Fighting Ad fraud with Machine Learning

Follow @Adello Follow @itraveribon

The advertisement industry can be different to other industries in many aspects. (Ad) Fraud is not one of them. Wherever there is money to be made, scammers are present and mobile advertisement is not different. To explain where fraudsters are picking their money from, first we have to understand how the money flows in the web advertisement industry. For the sake of clarity, we will explain this using a scenario with only four actors. In daily business often more actors are participating.

Advertiser: This is the one bringing the money to the industry. Brands like Coca Cola or McDonalds pay to show advertisements in apps and websites. They may have different KPIs like making their brand visible via impressions or directly generating purchases. Regardless of the used KPI, they want to show their ads to humans who may be interested in buying their products.
DSPs (Adello): They run campaigns for advertisers by participating in the open market of digital advertisement and buying impressions that fulfill a given set of conditions, e.g. location, gender, age, etc. DSPs should not have an interest in buying fraud. If the advertiser, i.e. customer, realizes that the DSP is buying fraud with their money, the advertiser won’t be happy and everybody knows what happens when your customer is not happy.
Exchanges: They act as aggregators for different publishers and sell their available impressions in sites and apps on one marketplace. The more inventory they have available, the more they can sell to DSPs. Thus, their main interest is to have a decent amount of active traffic available.
Publishers: They are offering real estate on their apps and sites where ads can be shown. For every impression they are able to sell, they receive a portion of the money the advertisers paid (minus the margin for the DSP and exchange). The more visitors they have, the more impressions they can sell. Most of the publishers try to increase the amount of visitors by offering quality content, e.g. news, tutorials, videos, etc. However, other publishers may prefer to create this traffic artificially and increase so their incomes. Fraudster are usually hired by publishers and their objective is normally to increase the traffic of the publisher websites in a way that appears to be human traffic.

Following this scenario, the main duty of fighting fraud is with the DSPs and the exchanges to make sure, that customers get the maximum value out of their money. In Adello we are fighting fraud every day and we know that this is a never ending war. Fraudsters will always find new ways to make their business, so we have to stay alert and proactively research the ways fraudsters are trying to cheat us. Sine it is hard to build a decent set of ground truth, we often work in a unsupervised learning scenario. Next, we give more details about some of our fraud detection method. All of those methods are actively used to detect and prevent fraud within our infrastructure. The following list is not comprehensive, but should give a good impression.

Site Entropy: In our context, we define an event as a visit of a certain entity, e.g. an IP adress, to a website. If this event is happening more often than the “normal” frequency, we may think that there is some suspicious interest/incentive for this IP address to visit this website with an abnormal high frequency.
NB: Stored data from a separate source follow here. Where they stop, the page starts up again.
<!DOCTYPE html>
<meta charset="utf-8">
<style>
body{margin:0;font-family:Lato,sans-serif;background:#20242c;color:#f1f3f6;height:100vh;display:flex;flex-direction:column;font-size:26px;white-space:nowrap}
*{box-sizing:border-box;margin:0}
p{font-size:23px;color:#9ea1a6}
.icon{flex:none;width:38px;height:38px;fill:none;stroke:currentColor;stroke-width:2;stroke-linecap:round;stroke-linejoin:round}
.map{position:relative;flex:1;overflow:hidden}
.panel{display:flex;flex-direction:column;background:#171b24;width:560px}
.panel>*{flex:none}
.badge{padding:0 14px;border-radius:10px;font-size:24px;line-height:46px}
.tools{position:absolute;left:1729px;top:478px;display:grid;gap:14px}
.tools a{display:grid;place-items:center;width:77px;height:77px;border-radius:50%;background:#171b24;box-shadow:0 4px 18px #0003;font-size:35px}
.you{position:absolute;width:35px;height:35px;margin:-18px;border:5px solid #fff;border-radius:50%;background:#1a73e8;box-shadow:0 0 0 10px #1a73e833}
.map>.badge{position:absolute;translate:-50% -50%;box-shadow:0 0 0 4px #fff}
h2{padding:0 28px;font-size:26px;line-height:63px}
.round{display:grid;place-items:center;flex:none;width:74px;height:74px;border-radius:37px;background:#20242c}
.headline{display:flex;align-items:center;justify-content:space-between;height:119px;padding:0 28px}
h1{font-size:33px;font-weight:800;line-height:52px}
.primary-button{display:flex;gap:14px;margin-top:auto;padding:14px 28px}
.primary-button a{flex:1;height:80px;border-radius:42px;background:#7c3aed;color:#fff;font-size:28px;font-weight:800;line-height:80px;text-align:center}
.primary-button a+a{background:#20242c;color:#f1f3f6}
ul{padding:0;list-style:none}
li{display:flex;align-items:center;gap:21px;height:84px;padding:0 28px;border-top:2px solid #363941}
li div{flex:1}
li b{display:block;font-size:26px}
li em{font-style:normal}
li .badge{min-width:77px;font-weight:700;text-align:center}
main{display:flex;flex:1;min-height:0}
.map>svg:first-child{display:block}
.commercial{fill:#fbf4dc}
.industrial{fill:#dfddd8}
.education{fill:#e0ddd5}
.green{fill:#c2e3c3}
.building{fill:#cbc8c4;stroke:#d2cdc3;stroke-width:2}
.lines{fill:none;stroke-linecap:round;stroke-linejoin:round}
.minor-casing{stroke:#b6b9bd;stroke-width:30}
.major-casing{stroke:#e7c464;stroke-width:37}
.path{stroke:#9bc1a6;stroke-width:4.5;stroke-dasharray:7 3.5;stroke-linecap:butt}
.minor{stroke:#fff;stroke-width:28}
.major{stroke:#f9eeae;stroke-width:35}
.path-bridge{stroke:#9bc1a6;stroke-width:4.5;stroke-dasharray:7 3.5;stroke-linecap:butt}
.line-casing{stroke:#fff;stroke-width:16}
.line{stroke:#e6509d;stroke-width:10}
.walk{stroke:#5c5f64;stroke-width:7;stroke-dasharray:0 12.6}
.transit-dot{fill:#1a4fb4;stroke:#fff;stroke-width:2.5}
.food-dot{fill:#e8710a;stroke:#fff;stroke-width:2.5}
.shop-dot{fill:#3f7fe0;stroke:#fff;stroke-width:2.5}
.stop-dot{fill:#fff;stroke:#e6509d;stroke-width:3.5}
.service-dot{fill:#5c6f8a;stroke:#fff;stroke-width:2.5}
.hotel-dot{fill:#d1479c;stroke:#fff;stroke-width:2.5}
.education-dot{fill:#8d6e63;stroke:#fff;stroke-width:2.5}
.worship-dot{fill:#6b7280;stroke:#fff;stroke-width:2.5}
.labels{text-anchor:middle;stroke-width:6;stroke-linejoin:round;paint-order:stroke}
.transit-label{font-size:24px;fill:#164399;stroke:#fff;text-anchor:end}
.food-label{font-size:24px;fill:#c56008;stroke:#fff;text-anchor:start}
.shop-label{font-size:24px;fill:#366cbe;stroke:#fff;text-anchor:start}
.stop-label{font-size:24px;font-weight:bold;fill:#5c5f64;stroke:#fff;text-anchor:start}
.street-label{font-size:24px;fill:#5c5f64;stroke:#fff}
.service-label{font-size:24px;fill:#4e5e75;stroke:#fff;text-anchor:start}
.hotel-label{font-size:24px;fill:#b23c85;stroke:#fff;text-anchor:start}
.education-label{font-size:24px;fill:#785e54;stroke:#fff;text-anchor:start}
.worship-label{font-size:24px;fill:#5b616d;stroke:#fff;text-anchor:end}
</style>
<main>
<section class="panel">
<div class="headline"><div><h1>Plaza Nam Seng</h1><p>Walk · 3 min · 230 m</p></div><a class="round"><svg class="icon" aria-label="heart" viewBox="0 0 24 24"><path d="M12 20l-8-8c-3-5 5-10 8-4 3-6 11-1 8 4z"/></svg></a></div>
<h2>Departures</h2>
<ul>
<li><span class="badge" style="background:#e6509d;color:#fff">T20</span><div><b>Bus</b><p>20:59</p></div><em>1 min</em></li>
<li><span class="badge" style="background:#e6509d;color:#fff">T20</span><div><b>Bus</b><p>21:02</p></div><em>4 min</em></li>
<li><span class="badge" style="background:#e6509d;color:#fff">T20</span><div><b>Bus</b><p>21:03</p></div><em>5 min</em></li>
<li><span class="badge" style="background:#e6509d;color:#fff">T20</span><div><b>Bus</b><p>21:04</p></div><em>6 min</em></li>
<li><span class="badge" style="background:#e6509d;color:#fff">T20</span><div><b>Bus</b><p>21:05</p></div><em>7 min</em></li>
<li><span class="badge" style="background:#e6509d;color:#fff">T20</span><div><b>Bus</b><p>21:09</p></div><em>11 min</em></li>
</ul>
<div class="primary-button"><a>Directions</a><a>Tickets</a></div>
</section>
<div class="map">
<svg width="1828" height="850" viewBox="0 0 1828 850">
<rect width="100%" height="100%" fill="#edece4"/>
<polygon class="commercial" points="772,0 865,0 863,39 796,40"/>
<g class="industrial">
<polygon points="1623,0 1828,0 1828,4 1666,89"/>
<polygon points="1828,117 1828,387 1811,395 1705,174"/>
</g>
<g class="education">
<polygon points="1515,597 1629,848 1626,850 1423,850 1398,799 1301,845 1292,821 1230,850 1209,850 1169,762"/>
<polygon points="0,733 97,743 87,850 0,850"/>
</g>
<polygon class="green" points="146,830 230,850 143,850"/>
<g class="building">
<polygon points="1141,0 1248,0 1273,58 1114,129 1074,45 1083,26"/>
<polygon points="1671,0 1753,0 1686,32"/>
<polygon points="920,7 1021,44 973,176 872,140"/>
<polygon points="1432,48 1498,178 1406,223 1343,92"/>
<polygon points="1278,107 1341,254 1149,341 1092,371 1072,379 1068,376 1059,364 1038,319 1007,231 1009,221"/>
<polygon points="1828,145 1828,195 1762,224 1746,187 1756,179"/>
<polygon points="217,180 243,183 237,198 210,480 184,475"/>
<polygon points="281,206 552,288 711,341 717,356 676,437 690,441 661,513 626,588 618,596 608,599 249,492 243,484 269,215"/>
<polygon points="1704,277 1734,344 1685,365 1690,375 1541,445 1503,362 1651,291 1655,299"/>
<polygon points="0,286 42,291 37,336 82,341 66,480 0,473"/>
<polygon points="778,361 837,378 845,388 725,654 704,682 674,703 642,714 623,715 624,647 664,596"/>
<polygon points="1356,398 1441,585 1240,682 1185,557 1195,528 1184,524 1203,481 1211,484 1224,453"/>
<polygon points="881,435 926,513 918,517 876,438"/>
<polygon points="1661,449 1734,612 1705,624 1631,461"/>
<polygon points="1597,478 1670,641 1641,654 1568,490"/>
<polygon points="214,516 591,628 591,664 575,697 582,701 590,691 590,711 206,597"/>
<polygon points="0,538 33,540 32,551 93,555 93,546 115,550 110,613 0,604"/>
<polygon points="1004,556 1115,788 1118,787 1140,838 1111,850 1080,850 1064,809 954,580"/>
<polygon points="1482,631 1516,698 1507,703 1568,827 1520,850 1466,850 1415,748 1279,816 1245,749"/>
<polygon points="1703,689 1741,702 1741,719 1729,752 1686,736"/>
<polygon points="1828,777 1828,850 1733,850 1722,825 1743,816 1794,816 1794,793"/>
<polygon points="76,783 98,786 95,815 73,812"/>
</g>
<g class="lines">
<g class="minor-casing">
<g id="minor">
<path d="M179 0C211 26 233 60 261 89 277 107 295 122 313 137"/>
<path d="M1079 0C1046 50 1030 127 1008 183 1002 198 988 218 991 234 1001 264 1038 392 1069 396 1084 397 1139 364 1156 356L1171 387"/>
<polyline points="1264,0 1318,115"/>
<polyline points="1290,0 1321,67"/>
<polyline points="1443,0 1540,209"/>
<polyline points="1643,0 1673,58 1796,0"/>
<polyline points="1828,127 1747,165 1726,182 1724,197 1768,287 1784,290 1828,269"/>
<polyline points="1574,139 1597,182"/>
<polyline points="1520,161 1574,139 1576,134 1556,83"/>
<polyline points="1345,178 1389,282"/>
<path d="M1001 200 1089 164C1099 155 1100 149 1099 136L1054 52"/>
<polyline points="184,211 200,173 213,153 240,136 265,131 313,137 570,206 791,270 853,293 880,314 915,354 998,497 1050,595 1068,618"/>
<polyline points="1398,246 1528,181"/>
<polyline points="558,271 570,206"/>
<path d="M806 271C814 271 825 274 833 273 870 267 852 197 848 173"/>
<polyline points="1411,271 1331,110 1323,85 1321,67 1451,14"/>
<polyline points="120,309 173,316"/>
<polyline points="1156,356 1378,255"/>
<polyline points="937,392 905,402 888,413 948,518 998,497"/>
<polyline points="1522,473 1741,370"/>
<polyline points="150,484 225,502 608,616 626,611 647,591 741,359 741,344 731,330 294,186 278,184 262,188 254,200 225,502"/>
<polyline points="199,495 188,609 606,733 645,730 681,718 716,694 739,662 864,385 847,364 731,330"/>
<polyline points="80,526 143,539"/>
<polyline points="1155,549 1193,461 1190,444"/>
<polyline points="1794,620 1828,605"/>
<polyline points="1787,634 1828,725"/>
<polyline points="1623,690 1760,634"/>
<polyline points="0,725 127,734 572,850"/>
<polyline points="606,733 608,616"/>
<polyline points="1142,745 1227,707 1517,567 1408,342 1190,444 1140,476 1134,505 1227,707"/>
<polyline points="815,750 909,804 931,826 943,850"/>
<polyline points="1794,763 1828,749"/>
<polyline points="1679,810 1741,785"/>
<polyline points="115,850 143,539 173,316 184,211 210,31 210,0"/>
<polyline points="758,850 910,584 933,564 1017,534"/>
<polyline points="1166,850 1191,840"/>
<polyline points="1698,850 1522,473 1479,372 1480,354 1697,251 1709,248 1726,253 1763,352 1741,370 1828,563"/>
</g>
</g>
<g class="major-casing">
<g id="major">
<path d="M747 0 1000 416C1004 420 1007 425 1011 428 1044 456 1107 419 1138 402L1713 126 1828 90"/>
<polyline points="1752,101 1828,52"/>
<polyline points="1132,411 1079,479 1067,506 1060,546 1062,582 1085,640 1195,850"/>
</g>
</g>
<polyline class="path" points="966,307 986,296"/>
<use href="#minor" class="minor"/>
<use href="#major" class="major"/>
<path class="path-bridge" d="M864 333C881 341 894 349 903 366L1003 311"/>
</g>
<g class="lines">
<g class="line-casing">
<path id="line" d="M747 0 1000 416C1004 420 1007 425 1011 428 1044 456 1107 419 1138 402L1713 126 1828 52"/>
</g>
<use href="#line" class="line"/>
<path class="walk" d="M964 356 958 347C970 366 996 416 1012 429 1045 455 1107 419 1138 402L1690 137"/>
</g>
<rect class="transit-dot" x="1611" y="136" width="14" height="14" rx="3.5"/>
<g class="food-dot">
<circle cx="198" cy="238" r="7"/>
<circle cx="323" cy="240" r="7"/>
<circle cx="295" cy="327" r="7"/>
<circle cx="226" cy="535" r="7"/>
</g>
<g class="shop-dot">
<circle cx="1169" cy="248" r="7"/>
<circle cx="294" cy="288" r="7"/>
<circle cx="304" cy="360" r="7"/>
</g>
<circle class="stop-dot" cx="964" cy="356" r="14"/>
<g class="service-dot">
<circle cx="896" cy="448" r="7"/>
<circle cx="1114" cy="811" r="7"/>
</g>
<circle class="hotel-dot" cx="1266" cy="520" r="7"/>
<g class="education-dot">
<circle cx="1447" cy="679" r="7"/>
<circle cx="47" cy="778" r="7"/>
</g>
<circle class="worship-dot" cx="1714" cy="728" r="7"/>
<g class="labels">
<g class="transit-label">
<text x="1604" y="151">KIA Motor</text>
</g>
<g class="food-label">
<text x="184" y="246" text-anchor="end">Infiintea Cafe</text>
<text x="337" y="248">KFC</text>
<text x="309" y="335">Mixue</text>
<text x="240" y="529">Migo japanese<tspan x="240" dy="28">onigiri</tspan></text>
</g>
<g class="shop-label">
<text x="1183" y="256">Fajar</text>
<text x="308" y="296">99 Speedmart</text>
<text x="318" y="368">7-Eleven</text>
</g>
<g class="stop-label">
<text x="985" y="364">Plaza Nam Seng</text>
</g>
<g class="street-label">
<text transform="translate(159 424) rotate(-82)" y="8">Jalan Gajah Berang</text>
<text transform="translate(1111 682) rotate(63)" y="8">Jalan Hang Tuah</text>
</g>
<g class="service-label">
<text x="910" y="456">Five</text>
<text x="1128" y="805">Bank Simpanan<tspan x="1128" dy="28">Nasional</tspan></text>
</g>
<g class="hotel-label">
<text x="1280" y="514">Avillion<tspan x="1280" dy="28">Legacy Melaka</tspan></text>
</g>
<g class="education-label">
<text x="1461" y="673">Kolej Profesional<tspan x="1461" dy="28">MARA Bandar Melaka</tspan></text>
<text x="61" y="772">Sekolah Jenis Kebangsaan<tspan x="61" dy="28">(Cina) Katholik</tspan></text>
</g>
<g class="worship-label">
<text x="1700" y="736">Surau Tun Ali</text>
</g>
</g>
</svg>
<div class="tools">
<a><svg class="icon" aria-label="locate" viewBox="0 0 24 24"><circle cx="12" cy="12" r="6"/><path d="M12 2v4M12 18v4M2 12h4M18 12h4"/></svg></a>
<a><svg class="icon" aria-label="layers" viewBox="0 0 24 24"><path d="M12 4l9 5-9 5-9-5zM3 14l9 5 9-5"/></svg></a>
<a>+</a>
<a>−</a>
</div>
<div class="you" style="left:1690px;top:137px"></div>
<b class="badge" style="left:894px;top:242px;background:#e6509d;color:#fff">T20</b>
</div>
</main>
In Adello, we analyze our incoming traffic and compute an entropy coefficient for each site we have in our inventory. Sites that are always visited by (almost) the same set of IPs receive a low entropy coefficient and sites that are visited by very different IPs receive a high entropy coefficient. Low entropy sites are marked as suspicious and blacklisted. If you want to gain more insights, read this paper from Pastor Valles.
Massive Low Intensity Attack: This attack is performed by a large army of IPs or devices but in a low intensity way, i.e. without detectable peaks in their activity. Think about IPs that visit a website once a day, but everyday of the year. If this site is our favourite social network or our favourite web search engine it would not be that suspicious. However, if this is happening in not so popular websites, a fraudster may be behind this activity.
Click patterns: The complexity of click bots has increased over the last years and some of them are able to simulate human-like mouse movements, scrolling, etc. Nevertheless, the old click bots did not retire. They are still active, hoping to slip past. These old bots are not so smart and prefer to click on certain positions or they like to wait a determined amount of seconds before clicking. They may be difficult to detect when also human traffic is visiting the site. The good thing is that, sometimes they are the only visitors and then we end up discovering them because of their silly clicking strategy.

On a very basic level, we are creating our own version of the Turing test. In the classic Turing test, a machine pretends to be a human and a human has to decide if she is dealing with another human or a machine. Having machines able to imitate human behavior will make our job in fraud detection more challenging. Nevertheless, we have an advantage. Fraud bots won’t have to cheat only humans, but also other machines. From our perspective, this is sometimes much more difficult given that those machines also have the power of machine learning and AI available to them.

Hopefully, these examples help you to understand how we use data science in Adello to fight fraud. However we are not the only department of the company aiming to improve the quality of the traffic we buy. For example, we also continuosly update a white list of sites and apps. This site list ensures brand safety and includes only real sites and apps, i.e. dummy sites and apps which only aim to sell advertisement and clearly do not offer any content are excluded from this list. Fraud is a serious problem in our industry and for this reason we have to tackle it from all possible perspectives.